↓

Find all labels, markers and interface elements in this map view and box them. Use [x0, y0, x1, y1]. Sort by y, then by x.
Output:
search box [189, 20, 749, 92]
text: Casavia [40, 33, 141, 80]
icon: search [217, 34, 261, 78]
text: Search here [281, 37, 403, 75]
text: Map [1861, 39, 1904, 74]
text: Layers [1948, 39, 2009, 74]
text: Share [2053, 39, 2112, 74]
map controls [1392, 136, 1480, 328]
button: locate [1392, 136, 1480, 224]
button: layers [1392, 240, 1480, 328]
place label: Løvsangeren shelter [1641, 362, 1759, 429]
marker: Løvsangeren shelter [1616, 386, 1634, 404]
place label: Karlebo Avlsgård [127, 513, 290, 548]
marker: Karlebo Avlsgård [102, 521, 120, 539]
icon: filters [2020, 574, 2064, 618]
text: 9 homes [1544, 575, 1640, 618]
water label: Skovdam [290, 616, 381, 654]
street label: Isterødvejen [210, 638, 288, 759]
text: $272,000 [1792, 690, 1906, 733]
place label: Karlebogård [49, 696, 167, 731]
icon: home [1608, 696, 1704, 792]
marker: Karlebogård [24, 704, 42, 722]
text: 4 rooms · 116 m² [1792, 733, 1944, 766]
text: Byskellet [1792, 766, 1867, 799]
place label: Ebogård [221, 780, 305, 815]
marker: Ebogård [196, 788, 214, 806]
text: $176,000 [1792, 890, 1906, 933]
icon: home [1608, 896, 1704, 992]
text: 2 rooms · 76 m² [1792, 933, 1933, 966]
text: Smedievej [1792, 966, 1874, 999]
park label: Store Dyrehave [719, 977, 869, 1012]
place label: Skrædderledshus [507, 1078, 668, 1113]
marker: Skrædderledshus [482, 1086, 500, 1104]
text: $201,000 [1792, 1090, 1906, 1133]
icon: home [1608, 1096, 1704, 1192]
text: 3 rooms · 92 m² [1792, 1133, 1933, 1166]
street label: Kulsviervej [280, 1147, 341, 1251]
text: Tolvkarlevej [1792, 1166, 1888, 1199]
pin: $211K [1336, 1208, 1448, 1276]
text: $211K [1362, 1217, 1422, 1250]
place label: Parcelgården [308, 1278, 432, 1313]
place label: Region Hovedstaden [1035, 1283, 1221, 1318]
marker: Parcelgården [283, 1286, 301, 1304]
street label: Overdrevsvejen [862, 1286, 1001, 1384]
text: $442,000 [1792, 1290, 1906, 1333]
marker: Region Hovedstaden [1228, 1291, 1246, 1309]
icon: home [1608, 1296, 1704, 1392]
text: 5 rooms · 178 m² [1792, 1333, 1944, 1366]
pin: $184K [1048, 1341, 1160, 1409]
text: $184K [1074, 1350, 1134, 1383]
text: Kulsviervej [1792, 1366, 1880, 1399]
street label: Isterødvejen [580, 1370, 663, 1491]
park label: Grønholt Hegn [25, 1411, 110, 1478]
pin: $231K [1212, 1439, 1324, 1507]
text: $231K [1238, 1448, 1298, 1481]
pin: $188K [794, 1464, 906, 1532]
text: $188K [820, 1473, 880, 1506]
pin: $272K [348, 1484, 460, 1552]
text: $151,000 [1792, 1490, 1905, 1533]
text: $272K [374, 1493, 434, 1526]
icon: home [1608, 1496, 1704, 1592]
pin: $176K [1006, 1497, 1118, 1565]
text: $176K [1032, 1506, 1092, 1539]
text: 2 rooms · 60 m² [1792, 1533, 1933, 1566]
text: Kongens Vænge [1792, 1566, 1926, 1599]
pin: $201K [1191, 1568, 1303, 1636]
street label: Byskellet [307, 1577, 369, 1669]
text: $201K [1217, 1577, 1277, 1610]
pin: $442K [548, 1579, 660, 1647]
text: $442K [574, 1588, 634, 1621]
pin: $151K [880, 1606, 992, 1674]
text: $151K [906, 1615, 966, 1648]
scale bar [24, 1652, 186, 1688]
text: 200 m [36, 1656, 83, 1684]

↑
↓

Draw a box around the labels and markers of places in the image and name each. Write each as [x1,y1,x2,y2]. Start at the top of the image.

↑
↓

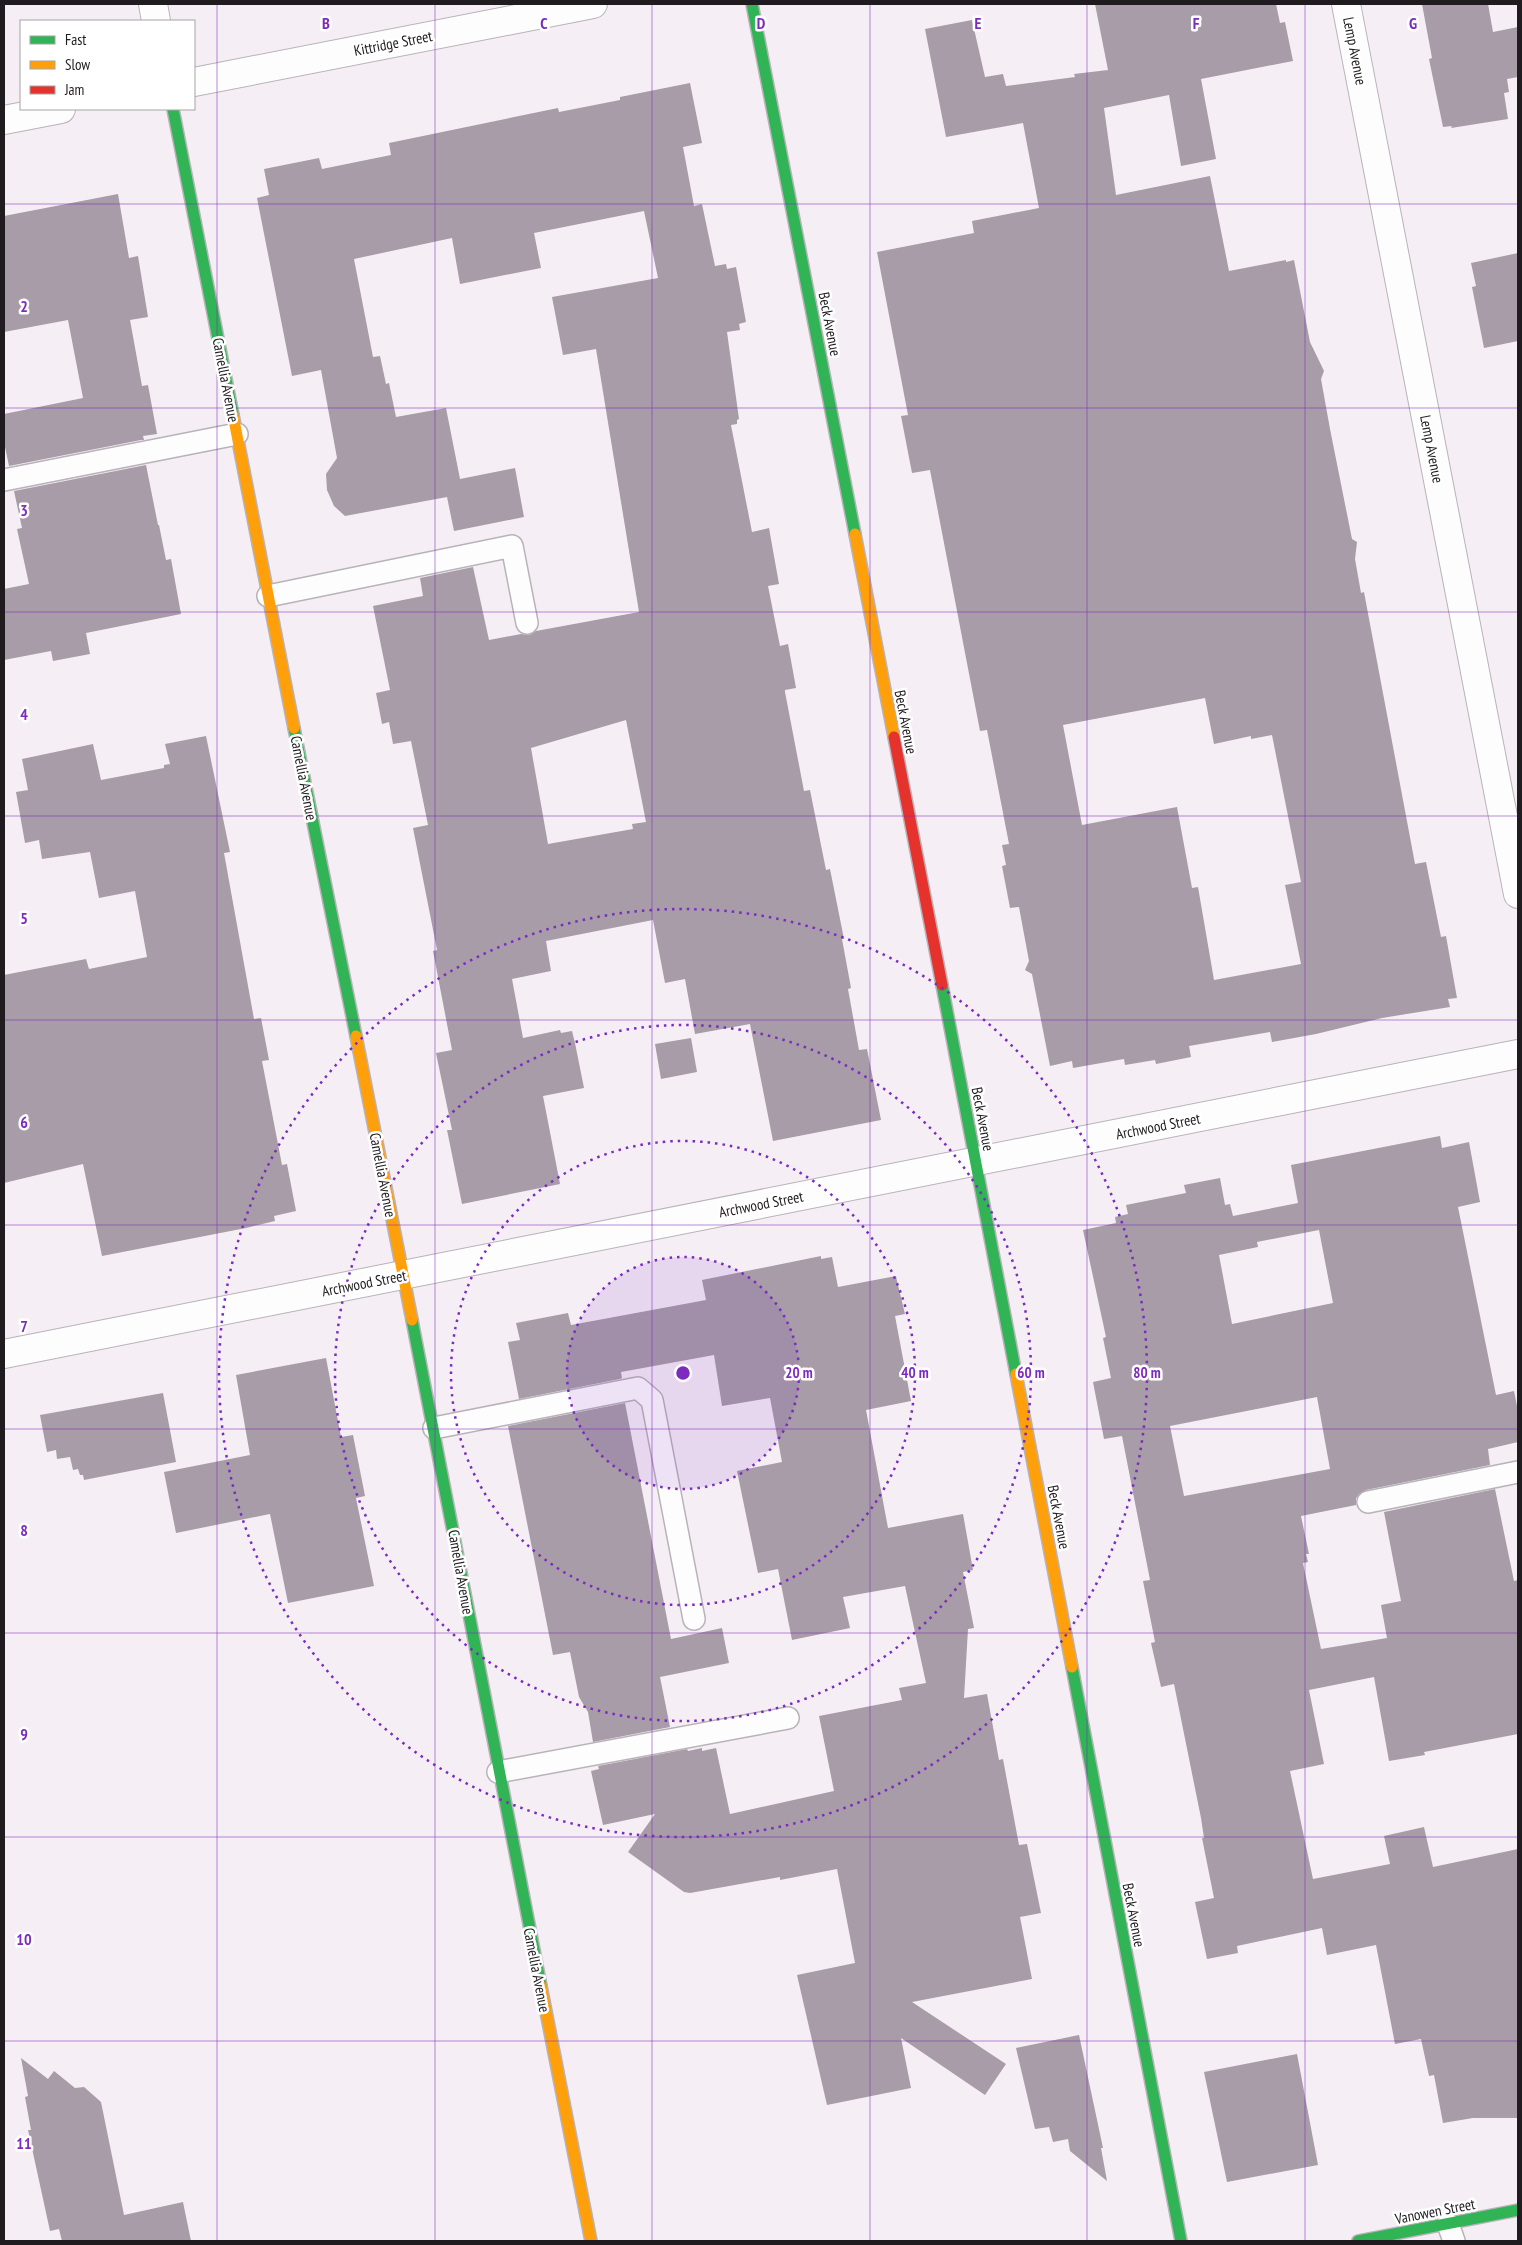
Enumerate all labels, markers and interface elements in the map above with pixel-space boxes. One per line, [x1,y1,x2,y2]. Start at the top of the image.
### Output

↑

Copy each line of the records above that carries the word "elements".

● **RESPONSE TO THIS EXERCISE**:
Find all labels, markers and interface elements in this map view and box them. Use [x0, y0, x1, y1]. Sort by y, then by x.
Enumerate all labels, markers and interface elements in the map above with pixel-space boxes. One per line, [x1,y1,x2,y2]. Start at the top of the image.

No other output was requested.